How to solve the simple dynamic string problem of SDS in Redis
1. The structure of SDS
C language does not have a string type, it is essentially a char[] array; and the size of the C language array must be initialized when it is created. It cannot be changed after the type is specified, and the last character array The element is always the null character '\0' .
The following shows a C string with the value "Redis":
Redis does not directly use the string method of C language, but builds A type of simple dynamic string (SDS). The underlying strings in Redis are stored using the SDS structure. For example, the underlying key-value pairs containing strings are all implemented using the SDS structure.

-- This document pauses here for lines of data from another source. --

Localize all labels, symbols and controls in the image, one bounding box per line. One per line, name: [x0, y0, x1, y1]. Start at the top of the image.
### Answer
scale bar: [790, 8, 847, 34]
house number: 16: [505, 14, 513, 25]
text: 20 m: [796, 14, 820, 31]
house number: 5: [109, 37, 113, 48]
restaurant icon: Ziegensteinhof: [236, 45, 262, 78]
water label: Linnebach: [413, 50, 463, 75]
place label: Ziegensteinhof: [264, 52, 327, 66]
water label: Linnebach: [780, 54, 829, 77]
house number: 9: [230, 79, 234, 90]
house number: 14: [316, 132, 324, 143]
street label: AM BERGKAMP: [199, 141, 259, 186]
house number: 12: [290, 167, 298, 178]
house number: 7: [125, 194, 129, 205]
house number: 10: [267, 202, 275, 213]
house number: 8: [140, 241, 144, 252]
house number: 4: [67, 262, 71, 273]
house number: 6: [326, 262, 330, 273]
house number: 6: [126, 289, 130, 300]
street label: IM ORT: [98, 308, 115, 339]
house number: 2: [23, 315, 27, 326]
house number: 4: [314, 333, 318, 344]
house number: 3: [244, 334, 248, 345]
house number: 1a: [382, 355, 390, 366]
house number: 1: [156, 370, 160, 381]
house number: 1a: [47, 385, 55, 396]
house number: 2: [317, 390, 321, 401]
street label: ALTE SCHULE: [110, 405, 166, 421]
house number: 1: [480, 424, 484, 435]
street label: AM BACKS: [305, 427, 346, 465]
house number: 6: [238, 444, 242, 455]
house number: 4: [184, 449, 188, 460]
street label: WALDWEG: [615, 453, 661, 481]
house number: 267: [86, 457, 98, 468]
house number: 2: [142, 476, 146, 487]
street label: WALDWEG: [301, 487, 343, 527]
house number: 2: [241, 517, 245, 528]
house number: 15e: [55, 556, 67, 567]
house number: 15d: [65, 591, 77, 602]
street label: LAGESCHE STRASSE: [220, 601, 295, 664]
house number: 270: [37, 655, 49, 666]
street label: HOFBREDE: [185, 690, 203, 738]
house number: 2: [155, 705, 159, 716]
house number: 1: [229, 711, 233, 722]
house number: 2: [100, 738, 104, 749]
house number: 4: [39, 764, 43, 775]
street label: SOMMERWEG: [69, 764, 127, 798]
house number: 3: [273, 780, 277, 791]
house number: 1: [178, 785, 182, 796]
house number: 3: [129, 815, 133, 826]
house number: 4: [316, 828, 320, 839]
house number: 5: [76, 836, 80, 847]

The SDS structure is defined in sds.h
struct sdshdr{ int len;//SDS保存的字符串长度 int free;//buf数组中未使用字节数量 char buf[];//字符数组,保存字符串 }
The last byte saves the null character '\0', retaining the specification of the C string , so that the SDS structured string can reuse some functions of the C function library.
2. Why not use C string
Mainly because C string has the following shortcomings:
The time complexity of obtaining the string length is O(N): C To obtain the length of a string, you need to traverse the entire string until you encounter the '\0' null character. A buffer overflow can occur if insufficient memory is allocated during a string append operation. Memory reallocation: Every time a string is grown or truncated, the program must perform a memory reallocation operation on the array that holds the C string. Memory reallocation involves complex algorithms and may require the execution of system calls, so it is usually relatively time-consuming. hour. Null character problem: Spaces cannot be stored in the middle of a C string, otherwise the program will mistakenly think it is the end of the string when traversing. Due to this limitation, C strings can only be used to store text data and are not suitable for saving binary data such as pictures, audio and video, and compressed files.

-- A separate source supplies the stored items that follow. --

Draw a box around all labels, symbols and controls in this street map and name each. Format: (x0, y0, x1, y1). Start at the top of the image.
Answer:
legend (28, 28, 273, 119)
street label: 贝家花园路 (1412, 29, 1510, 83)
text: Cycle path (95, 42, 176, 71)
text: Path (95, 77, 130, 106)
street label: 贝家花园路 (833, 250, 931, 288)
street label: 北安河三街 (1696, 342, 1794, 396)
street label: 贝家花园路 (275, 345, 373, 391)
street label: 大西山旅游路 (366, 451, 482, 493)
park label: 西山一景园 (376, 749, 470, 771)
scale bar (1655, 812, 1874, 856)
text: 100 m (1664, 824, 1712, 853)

3. How to solve the C string problem
1. SDS records the SDS length through the len attribute, so the time complexity of obtaining the length is O( 1), that is, the time complexity of the strlen command is O(1).

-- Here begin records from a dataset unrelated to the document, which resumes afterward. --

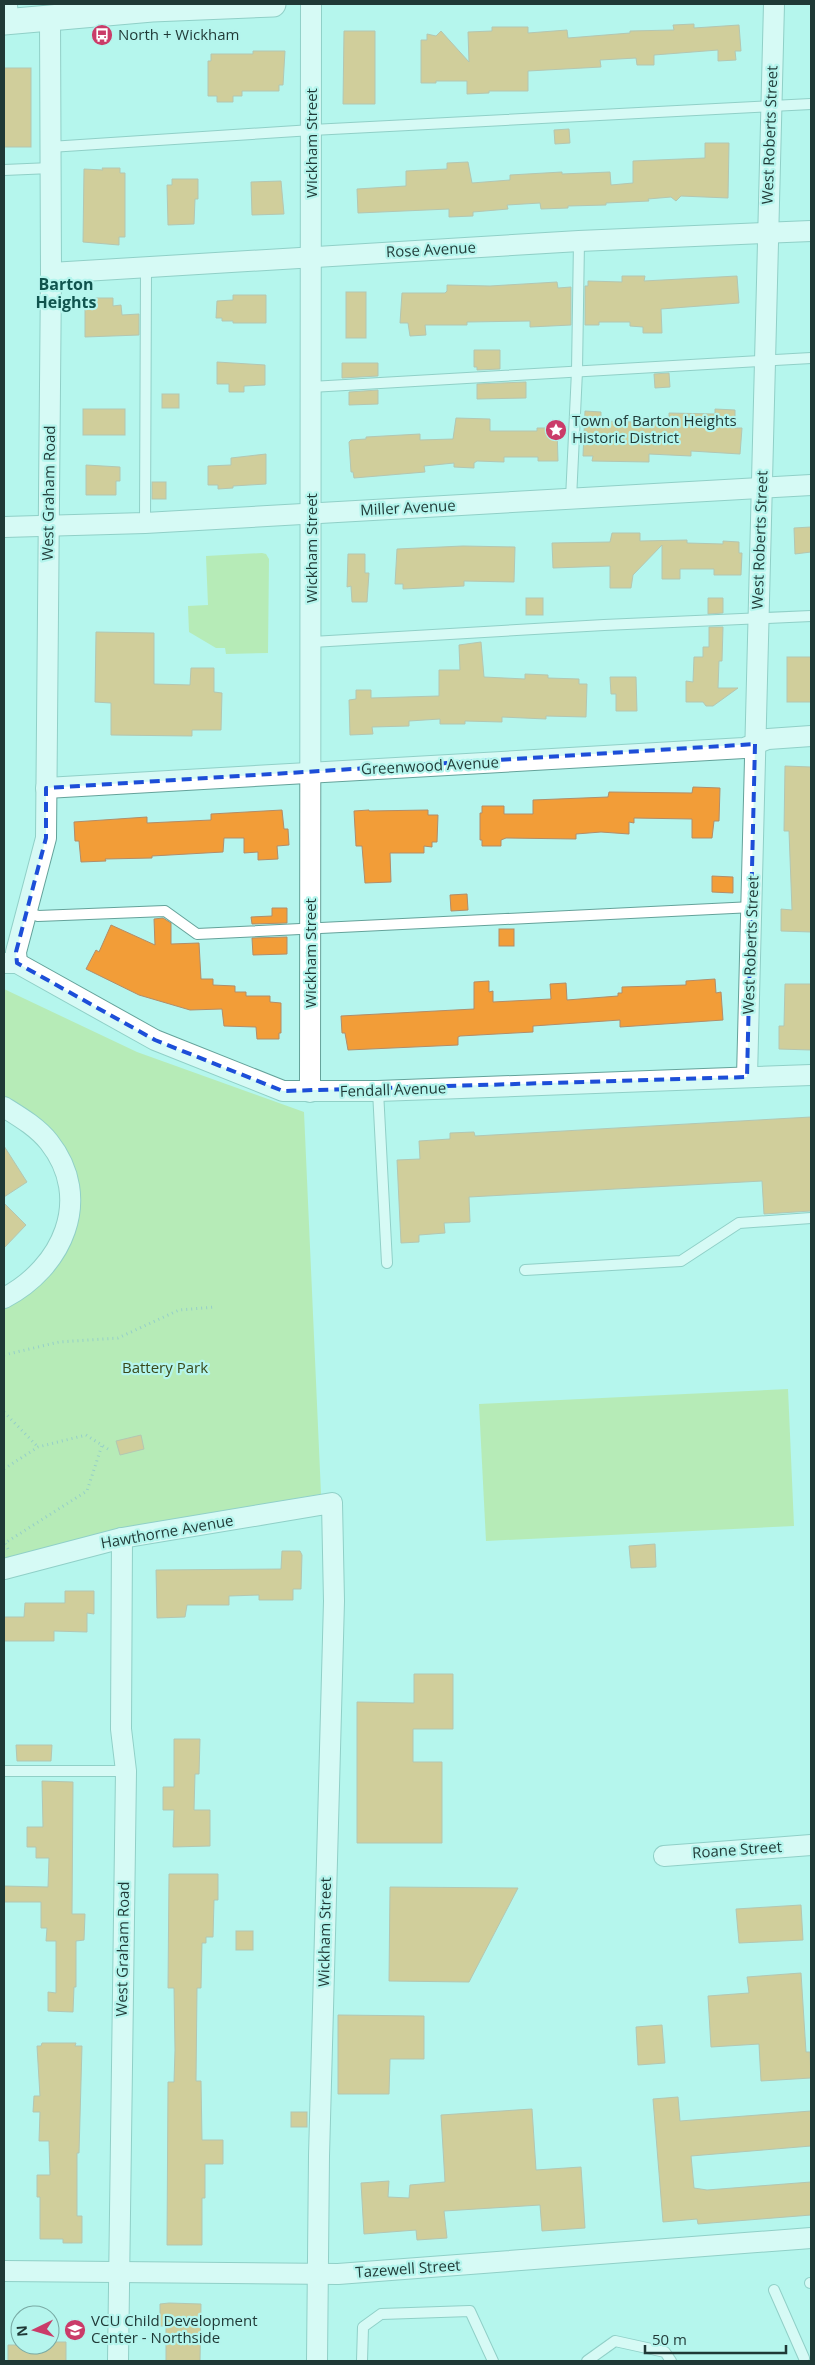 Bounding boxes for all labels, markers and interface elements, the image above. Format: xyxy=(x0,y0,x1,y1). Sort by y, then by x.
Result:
bus stop icon: North + Wickham xyxy=(90,23,114,47)
place label: North + Wickham xyxy=(118,24,240,44)
street label: West Roberts Street xyxy=(757,65,781,205)
street label: Wickham Street xyxy=(301,88,321,198)
street label: Rose Avenue xyxy=(385,237,476,261)
district label: Barton Heights xyxy=(35,273,97,313)
place label: Town of Barton Heights Historic District xyxy=(572,410,737,447)
place icon: Town of Barton Heights Historic District xyxy=(544,418,568,442)
street label: West Graham Road xyxy=(37,425,59,561)
street label: West Roberts Street xyxy=(747,470,771,610)
street label: Wickham Street xyxy=(301,493,321,603)
street label: Miller Avenue xyxy=(360,495,456,519)
street label: Greenwood Avenue xyxy=(360,751,499,779)
street label: West Roberts Street xyxy=(738,875,762,1015)
street label: Wickham Street xyxy=(300,898,320,1008)
street label: Fendall Avenue xyxy=(339,1077,447,1101)
park label: Battery Park xyxy=(122,1357,208,1377)
street label: Hawthorne Avenue xyxy=(99,1509,235,1553)
street label: Roane Street xyxy=(691,1836,783,1862)
street label: Wickham Street xyxy=(313,1877,335,1987)
street label: West Graham Road xyxy=(111,1881,133,2017)
street label: Tazewell Street xyxy=(355,2254,461,2282)
north arrow xyxy=(10,2305,60,2355)
place label: VCU Child Development Center - Northside xyxy=(91,2310,258,2347)
school or university icon: VCU Child Development Center - Northside xyxy=(63,2318,87,2342)
scale bar xyxy=(645,2322,786,2354)
text: N xyxy=(12,2325,32,2338)
text: 50 m xyxy=(652,2329,687,2349)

2. The SDS space allocation strategy avoids buffer overflow: when SDS is modified, it will first check whether the SDS space meets the modification. If not, it will automatically expand to the required size before performing the modification.
3. Fewer memory reallocation times when modifying strings: free in SDS records unused bytes in the buf byte array.
Redis implements two optimization strategies of space pre-allocation and lazy space release through the free attribute.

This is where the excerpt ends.